Leukaemia is a cancer of the blood.  New blood cells are continally produced in the bone marrow (in the bones).  Stem cells are the immature cells in the bone marrow which grow into different types of cells in the body, including blood.  From the early stage of being a stem cell, the cells grow and mature into functional cells.  As a result of the genetic changes to the DNA in the cell, they often stay as immature cells or cells that are now defective.  This means that the cell cannot perform its function properly, and the defective cells start increasing in number in the blood and normal cells decrease.  These damaged cells are called malignant cells, which means they are cancerous.

There is no clear explanation as to why this happens, but there are some causes that seem to be specific to the type of leukaemia.  The different types of leukaemic are characterized by whether they are acute (fast growing) or chronic (slow growing).  These cancers are also classified into lymphocytic or meyloid leukaemias, which is determined by where these abnormal cells are produced in the bone marrow.

\The specialists that treat blood cancers are called Haematologists.  You will be referred by your GP to these specialists.  There are differnt procedures and tests that are done to diagnose leukaemia, including blood tests (pathology), bone marrow biopsy, CT and MRI scans, and other tests.

Treatment options are different depending on the type of leukaemia you have.  The most common treatments include chemotherapy, biological and targeted drugs, stem cell transplant, radiation, platelet transfusion and other medications.

Acute Lymphocytic Leukemia (ALL)

This type of leukaemia is most common in childhood (2-5year) and represents almost 25% of cancer among children.  The child can be born with this leukaemia, or develop it after birth.  ALL can be caused by exposure to radiation, certain chemicals or with certain genetic conditions (e.g. Downs Syndrome).  There is a rapid onset of the disease, and this means that there are large numbers of very immature white blood cells in the blood.

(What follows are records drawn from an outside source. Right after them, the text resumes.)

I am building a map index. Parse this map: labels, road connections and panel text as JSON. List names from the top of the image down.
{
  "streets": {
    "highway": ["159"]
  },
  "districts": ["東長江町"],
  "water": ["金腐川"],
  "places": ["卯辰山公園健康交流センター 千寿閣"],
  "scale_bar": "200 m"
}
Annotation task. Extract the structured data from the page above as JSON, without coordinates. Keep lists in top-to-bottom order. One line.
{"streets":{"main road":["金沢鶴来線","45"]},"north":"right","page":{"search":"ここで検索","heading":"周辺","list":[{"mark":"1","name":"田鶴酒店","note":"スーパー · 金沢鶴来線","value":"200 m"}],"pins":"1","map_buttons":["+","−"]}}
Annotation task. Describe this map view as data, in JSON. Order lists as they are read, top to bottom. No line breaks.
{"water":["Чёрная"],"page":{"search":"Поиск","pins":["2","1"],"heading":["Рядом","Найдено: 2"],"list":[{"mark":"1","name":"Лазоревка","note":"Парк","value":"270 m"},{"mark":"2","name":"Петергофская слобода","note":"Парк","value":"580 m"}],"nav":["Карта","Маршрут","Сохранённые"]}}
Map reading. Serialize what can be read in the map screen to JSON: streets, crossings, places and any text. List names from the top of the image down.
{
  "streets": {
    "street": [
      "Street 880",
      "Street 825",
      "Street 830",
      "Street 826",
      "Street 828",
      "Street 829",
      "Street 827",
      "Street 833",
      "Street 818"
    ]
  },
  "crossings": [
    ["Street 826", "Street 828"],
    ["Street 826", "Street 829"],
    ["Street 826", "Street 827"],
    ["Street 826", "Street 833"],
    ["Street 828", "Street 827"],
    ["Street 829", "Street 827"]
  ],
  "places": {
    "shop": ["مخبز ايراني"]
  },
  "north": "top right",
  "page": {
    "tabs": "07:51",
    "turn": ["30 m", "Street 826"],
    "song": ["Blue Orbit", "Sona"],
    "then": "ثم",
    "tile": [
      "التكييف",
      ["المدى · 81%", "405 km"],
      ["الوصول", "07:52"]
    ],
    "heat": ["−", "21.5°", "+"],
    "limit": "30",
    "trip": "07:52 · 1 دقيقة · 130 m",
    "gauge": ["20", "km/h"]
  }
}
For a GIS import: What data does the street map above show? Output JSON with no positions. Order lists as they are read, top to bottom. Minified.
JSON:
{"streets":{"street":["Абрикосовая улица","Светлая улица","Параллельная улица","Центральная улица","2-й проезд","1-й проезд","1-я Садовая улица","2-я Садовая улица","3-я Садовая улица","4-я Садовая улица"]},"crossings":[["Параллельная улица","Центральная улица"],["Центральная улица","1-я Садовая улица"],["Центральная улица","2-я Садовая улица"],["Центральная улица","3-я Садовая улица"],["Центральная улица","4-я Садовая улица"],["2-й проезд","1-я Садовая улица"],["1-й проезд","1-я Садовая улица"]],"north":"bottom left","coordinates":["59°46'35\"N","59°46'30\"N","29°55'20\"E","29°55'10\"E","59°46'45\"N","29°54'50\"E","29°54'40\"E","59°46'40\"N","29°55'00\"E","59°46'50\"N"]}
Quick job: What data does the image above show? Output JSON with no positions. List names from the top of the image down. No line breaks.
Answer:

Some patients will have a better response to treatment, depending on the subtype of ALL and other factors.  Total treatment takes about two years, and chemotherapy will usually be given first to achive a remission. Different combinations of chemotherapy drugs can be used.  The first month of treatment can be quite disruptive, as it requires frequent visits to the Haematologist and potentially time in the hospital for infections.  Most patients are able to achieve remission at this stage, but because these cancer cells might be lurking elsewhere in the blood, more treatment may be needed.  If the patient does go into remission, a short course of chemotherapy will follow using the same drugs as in the first treatment.  However, some patients might still be at a risk of relapse, and it would be at this stage that a stem cell transplant might take place, expecially if the patient has a sibling who would be a good donor match. After this procedure more chemotherapy can be given, depending on how the patient has responded to the first treatment.

Acute Myeloid Leukaemia (AML)

AML is a cancer caused by the rapid growth of abnormal white blood cells that accumulated in the bone marrow and interfere with the production of normal blood cells.  This is the most common acute leukaemia in adults and there are several subtypes of AML.  The chances of getting AML increases with age. As this is an acute leukaemia, it can progress rapidly and therefore must be treated as soon as possible. New research into the genetics of AML has resulted in better understanding of which treatment to use for each patient.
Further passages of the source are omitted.